When you work in an environment with a 2% of interest rates, we lose revenue, so the working capital. And also, we lose also for the deposits and the site deposits that we have within the bank. Those are the two major impediments. So, we do believe that as the cost of capital should be reduced in the coming years in an environment with a low-interest rate, that our return on equity should be -- not in between this year, for the coming year.

So, this is a challenge. We are still working a lot on the efficient side. We still have room to work on it. We are opening space or room for investment.

This is our agenda. We -- we still have opportunity here to keep reducing the business as usual -- usual cost of the bank. But depending on the interest rate and the cost of capital, we are more focused here on creating value, generating value for our stakeholders. So, the difference between the cost of capital and the interest rate here and the return is what we are going to be very focused, not specifically on the -- on nominal return on equity.

Even though we don't guide, neither for 2021, neither for the future the return on equity of the bank.

Tito Labarta -- Goldman Sachs -- Analyst

OK, thank you, Milton. That -- that's helpful. Just one quick follow-up then, in terms of the 17.6% to 17.7% you mentioned at the midpoint. In -- in terms of your -- your dividend payout, should we at least expect you to resume back to a normalized payout this year, or -- or what kind of payout should we expect?

Milton Maluhy Filho -- Chief Financial Officer and Vice President

Tito, can you repeat again, please? I couldn't listen to that.

Tito Labarta -- Goldman Sachs -- Analyst

Sure, just on -- on the midpoint of the ROE. You mentioned 17.6%, 17.7%. Just -- what kind of dividend payouts should we expect that -- should you expect to get -- get back to normalized levels this year in terms of the payout, or how should we think about the dividend and -- and also, you're getting back to that -- that core Tier 1 of like 13.5%?
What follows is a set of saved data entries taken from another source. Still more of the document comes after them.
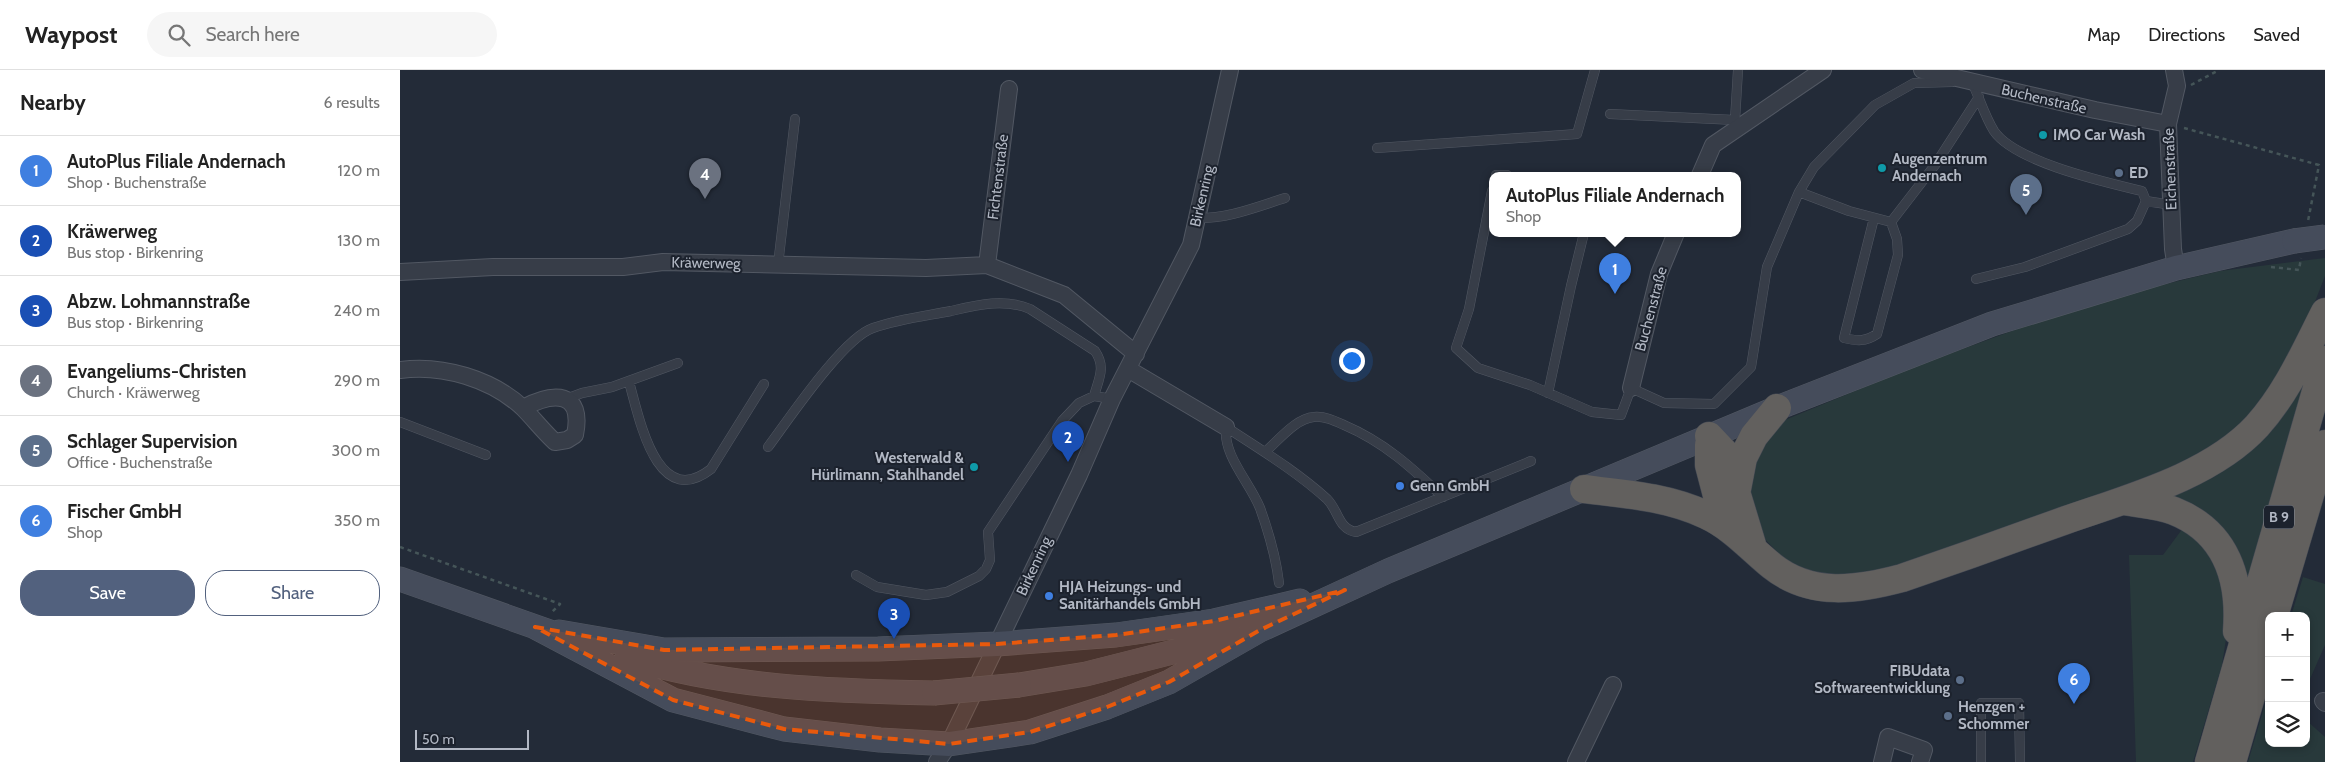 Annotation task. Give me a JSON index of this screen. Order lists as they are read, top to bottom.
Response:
{
  "streets": {
    "highway": ["B 9"],
    "street": [
      "Buchenstraße",
      "Eichenstraße",
      "Fichtenstraße",
      "Birkenring",
      "Kräwerweg"
    ]
  },
  "crossings": [
    ["Buchenstraße", "Eichenstraße"],
    ["Fichtenstraße", "Kräwerweg"],
    ["Birkenring", "Kräwerweg"]
  ],
  "places": [
    "IMO Car Wash",
    "Augenzentrum Andernach",
    "ED",
    "Westerwald & Hürlimann, Stahlhandel",
    "Genn GmbH",
    "HJA Heizungs- und Sanitärhandels GmbH",
    "FIBUdata Softwareentwicklung",
    "Henzgen + Schommer"
  ],
  "scale_bar": "50 m",
  "page": {
    "header": "Waypost",
    "search": "Search here",
    "nav": ["Map", "Directions", "Saved"],
    "heading": ["Nearby", "6 results"],
    "list": [
      {
        "mark": "1",
        "name": "AutoPlus Filiale Andernach",
        "note": "Shop · Buchenstraße",
        "value": "120 m"
      },
      {
        "mark": "2",
        "name": "Kräwerweg",
        "note": "Bus stop · Birkenring",
        "value": "130 m"
      },
      {
        "mark": "3",
        "name": "Abzw. Lohmannstraße",
        "note": "Bus stop · Birkenring",
        "value": "240 m"
      },
      {
        "mark": "4",
        "name": "Evangeliums-Christen",
        "note": "Church · Kräwerweg",
        "value": "290 m"
      },
      {
        "mark": "5",
        "name": "Schlager Supervision",
        "note": "Office · Buchenstraße",
        "value": "300 m"
      },
      {
        "mark": "6",
        "name": "Fischer GmbH",
        "note": "Shop",
        "value": "350 m"
      }
    ],
    "pins": [
      "4",
      "5",
      "1",
      "2",
      "3",
      "6"
    ],
    "popup": ["AutoPlus Filiale Andernach", "Shop"],
    "buttons": ["Save", "Share"],
    "map_buttons": ["+", "−"],
    "scale": "50 m"
  }
}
Milton Maluhy Filho -- Chief Financial Officer and Vice President

OK, our -- the way we -- our policy here is to distribute everything that exceeds the 13.5%. This will keep, we won't change, but we also think in consideration the coming 12 months if we foresee any major investment or any needs of capital. So, it's difficult to anticipate now. We're going to keep this same ratios and the table that we -- we released to the market two years ago, where we're going to be paying what exceeds in terms of 13.5% depending on the risk-weighted assets and the return on equity of the bank.
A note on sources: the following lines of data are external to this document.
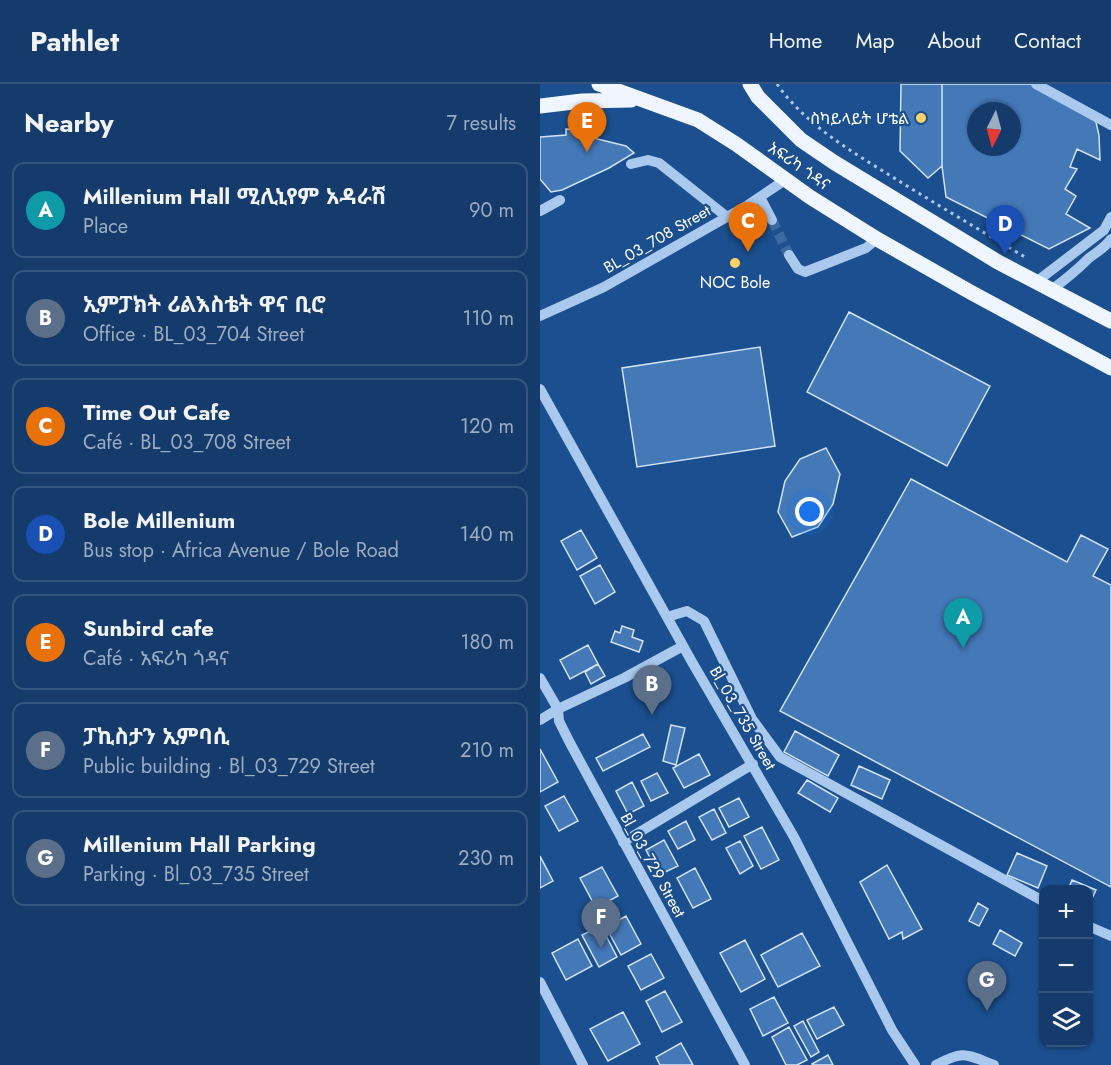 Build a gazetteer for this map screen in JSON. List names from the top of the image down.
{
  "streets": {
    "main road": ["አፍሪካ ጎዳና"],
    "street": ["BL_03_708 Street", "Bl_03_735 Street", "Bl_03_729 Street"]
  },
  "crossings": [
    ["አፍሪካ ጎዳና", "BL_03_708 Street"]
  ],
  "places": ["ስካይላይት ሆቴል", "NOC Bole"],
  "north": "bottom",
  "page": {
    "header": "Pathlet",
    "nav": [
      "Home",
      "Map",
      "About",
      "Contact"
    ],
    "heading": ["Nearby", "7 results"],
    "pins": [
      "E",
      "C",
      "D",
      "A",
      "B",
      "F",
      "G"
    ],
    "list": [
      {
        "mark": "A",
        "name": "Millenium Hall ሚሊኒየም አዳራሽ",
        "note": "Place",
        "value": "90 m"
      },
      {
        "mark": "B",
        "name": "ኢምፓክት ሪልእስቴት ዋና ቢሮ",
        "note": "Office · BL_03_704 Street",
        "value": "110 m"
      },
      {
        "mark": "C",
        "name": "Time Out Cafe",
        "note": "Café · BL_03_708 Street",
        "value": "120 m"
      },
      {
        "mark": "D",
        "name": "Bole Millenium",
        "note": "Bus stop · Africa Avenue / Bole Road",
        "value": "140 m"
      },
      {
        "mark": "E",
        "name": "Sunbird cafe",
        "note": "Café · አፍሪካ ጎዳና",
        "value": "180 m"
      },
      {
        "mark": "F",
        "name": "ፓኪስታን ኢምባሲ",
        "note": "Public building · Bl_03_729 Street",
        "value": "210 m"
      },
      {
        "mark": "G",
        "name": "Millenium Hall Parking",
        "note": "Parking · Bl_03_735 Street",
        "value": "230 m"
      }
    ],
    "map_buttons": ["+", "−"]
  }
}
So, the -- the -- the policy -- the policy didn't change.

Tito Labarta -- Goldman Sachs -- Analyst

OK. So, you go back to that normalized policy?

Milton Maluhy Filho -- Chief Financial Officer and Vice President

Yes.

Tito Labarta -- Goldman Sachs -- Analyst

You don't expect any more restrictions?

Milton Maluhy Filho -- Chief Financial Officer and Vice President

We don't.

Tito Labarta -- Goldman Sachs -- Analyst

OK, perfect. Thank you, Milton.

Milton Maluhy Filho -- Chief Financial Officer and Vice President

Thank you.

Operator

Our next question comes from Geoffrey Elliott with Autonomous Research. Please go ahead.
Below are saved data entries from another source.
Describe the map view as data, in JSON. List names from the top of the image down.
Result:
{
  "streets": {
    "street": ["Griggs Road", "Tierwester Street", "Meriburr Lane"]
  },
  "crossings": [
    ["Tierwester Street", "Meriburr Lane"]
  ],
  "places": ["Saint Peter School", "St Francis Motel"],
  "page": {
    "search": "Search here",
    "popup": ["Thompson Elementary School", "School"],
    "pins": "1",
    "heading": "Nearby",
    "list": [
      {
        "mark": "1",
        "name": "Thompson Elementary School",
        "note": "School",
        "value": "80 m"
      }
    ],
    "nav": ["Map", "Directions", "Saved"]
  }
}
Geoffrey Elliott -- Autonomous Research -- Analyst

Hello, thanks very much for taking the question, and good luck to both of you with the -- the next steps. There's been a -- a lot of capital going into the digital banks in Brazil over the past few months. Nubank is doing their Series G, clearly an example of that, but plenty of others C6, Banco Inter have all been raising money. How does that capital going into the newer banks change the competitive environment for you? Are you seeing any changes in -- in their behavior that you need to respond to?

Milton Maluhy Filho -- Chief Financial Officer and Vice President

OK, Geoffrey. Thank you very much for your question. Yes, as I -- I've been saying -- we've been seeing a very dynamic and competitive environment. We've been seeing some fintechs working some lines of business where we've been seeing a lot of competition.

I think it's the -- the normal way for them to -- to raise money is to do these kind of investments -- those series of investments. So, this is the normal course of -- of their business until they access capital markets. We are a very active bank here. We have a very strong capital structure.

And competition makes us better. This is the way we believe and this is the way we've been working here for many years. So, yes, we see a more dynamic environment. But it's fine, it's the way it is and we have to compete and we are doing a lot of efforts internally to have, I would say, the capability to compete the best way possible and to grow the bank in the coming years.

This is our focus.

Geoffrey Elliott -- Autonomous Research -- Analyst

And any particular product, lines of business where you're seeing that competition changing?

Milton Maluhy Filho -- Chief Financial Officer and Vice President

Look, we have been seeing in the past years big competition for payments, especially in the acquiring business. We've released the figures, we -- we saw very strong competition there. I would say that we had a lot to learn from what happened with Sage to avoid seeing movements like these in other lines of business. But it's a very dynamic market.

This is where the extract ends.